Prigozhin and Surovikin are Gone

6 mins read
Andrei Troshev [ Photo: weapons.substack.com]

Wagner troops are now either in Belarus training the army there. More Wagner troops are now in a convoy on their way to Belarus.  A spokesperson for Wagner and one of its top leaders have released videos with essentially the same bottom line: they will defend the fatherland and support Russia’s military and civilian leaders.

Wagner is back and they appear to be positioning to play a strategic role for Russia and Belarus.

A new head for Wagner has been selected.  He is Andrei Troshev, a highly decorated Russian army veteran, a colonel, 70 years old, who played a major role in Syria where he was directly involved in military operations.   His nom de guerre is Grey Hair.

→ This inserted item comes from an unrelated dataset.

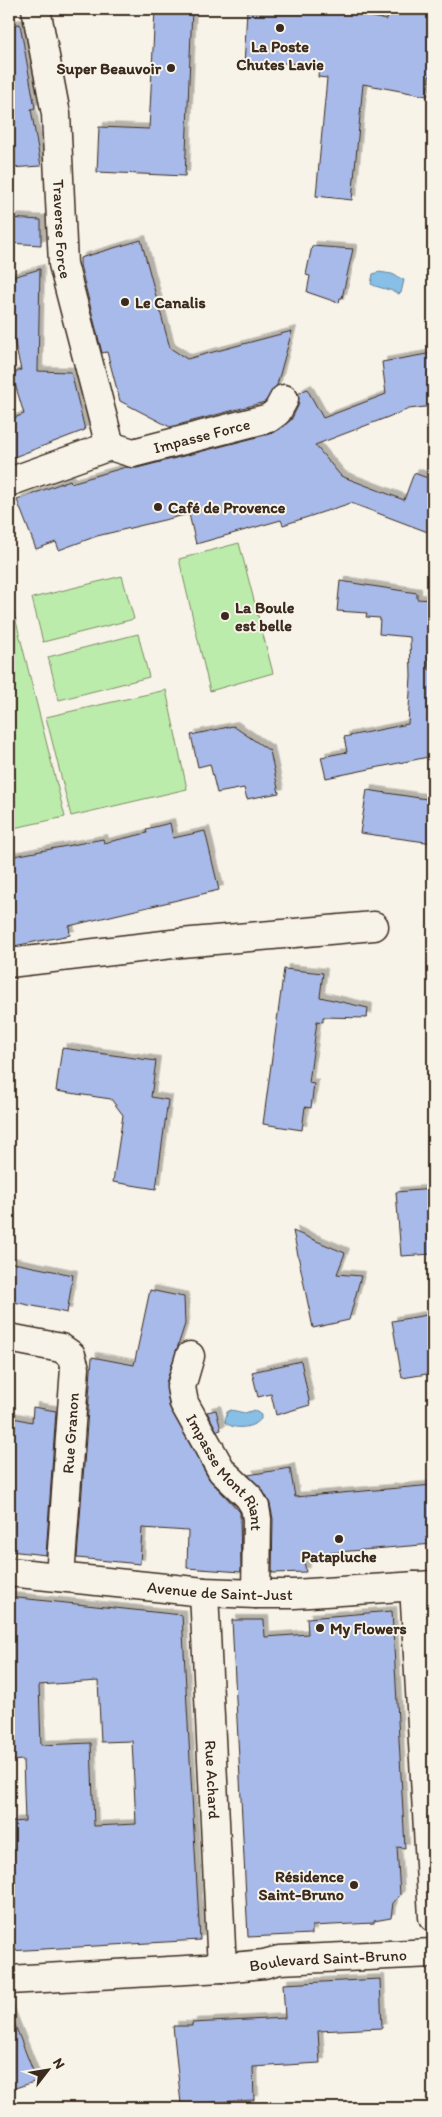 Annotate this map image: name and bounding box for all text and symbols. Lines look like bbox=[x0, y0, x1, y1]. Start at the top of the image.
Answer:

The cofounder and éminence grise of Wagner, Yevgeny Prigozhin, has disappeared.

On June 29th Russian President Vladimir Putin held a Kremlin meeting with about 30 Wagner commanders, including Prigozhin.  (General Sergey Surovikin, another missing player, did not attend the June 29th meeting.)  This three hour-long meeting, according to the Kremlin, came with an offer from Putin.  He is reported to have said: “All of [the Wagner’s] can gather in one place and continue to serve and nothing will change for them. They will be led by the same person who has been their real commander all this time.”  That person, Putin said, was “Sedoy,” the Russian word for Grey Hair.

In reply, Prigozhin said “No, the guys do not agree with this decision.”

Prigozhin’s reply effectively terminated his control of Wagner.  After the meeting, either on June 4th or 5th, Russian police and the FSB (Russia’s successor to the KGB) raided Prigozhin’s large estate in St. Petersburg. 

Different reports popped up, some saying that Prigozhin had come to his mansion in St. Petersburg in a limousine to pick up his money and guns that were seized previously.  Another report had him reporting to FSB’s offices in St. Petersburg, doing the same thing.  But in both cases these were rumors and no eye witnesses came forward.

It seems, in retrospect, that these stories and others were designed to keep Prigozhin’s actual fate under wraps.  

The Prigozhin-led attack aimed at Moscow on June 24th was a near disaster for Putin.  The Russian leader was moved out of Moscow as a security precaution.  Loyal forces, including Chechens, Presidential Guards and police, were moved in to protect the Defense Ministry in Moscow, Prigozhin’s main target.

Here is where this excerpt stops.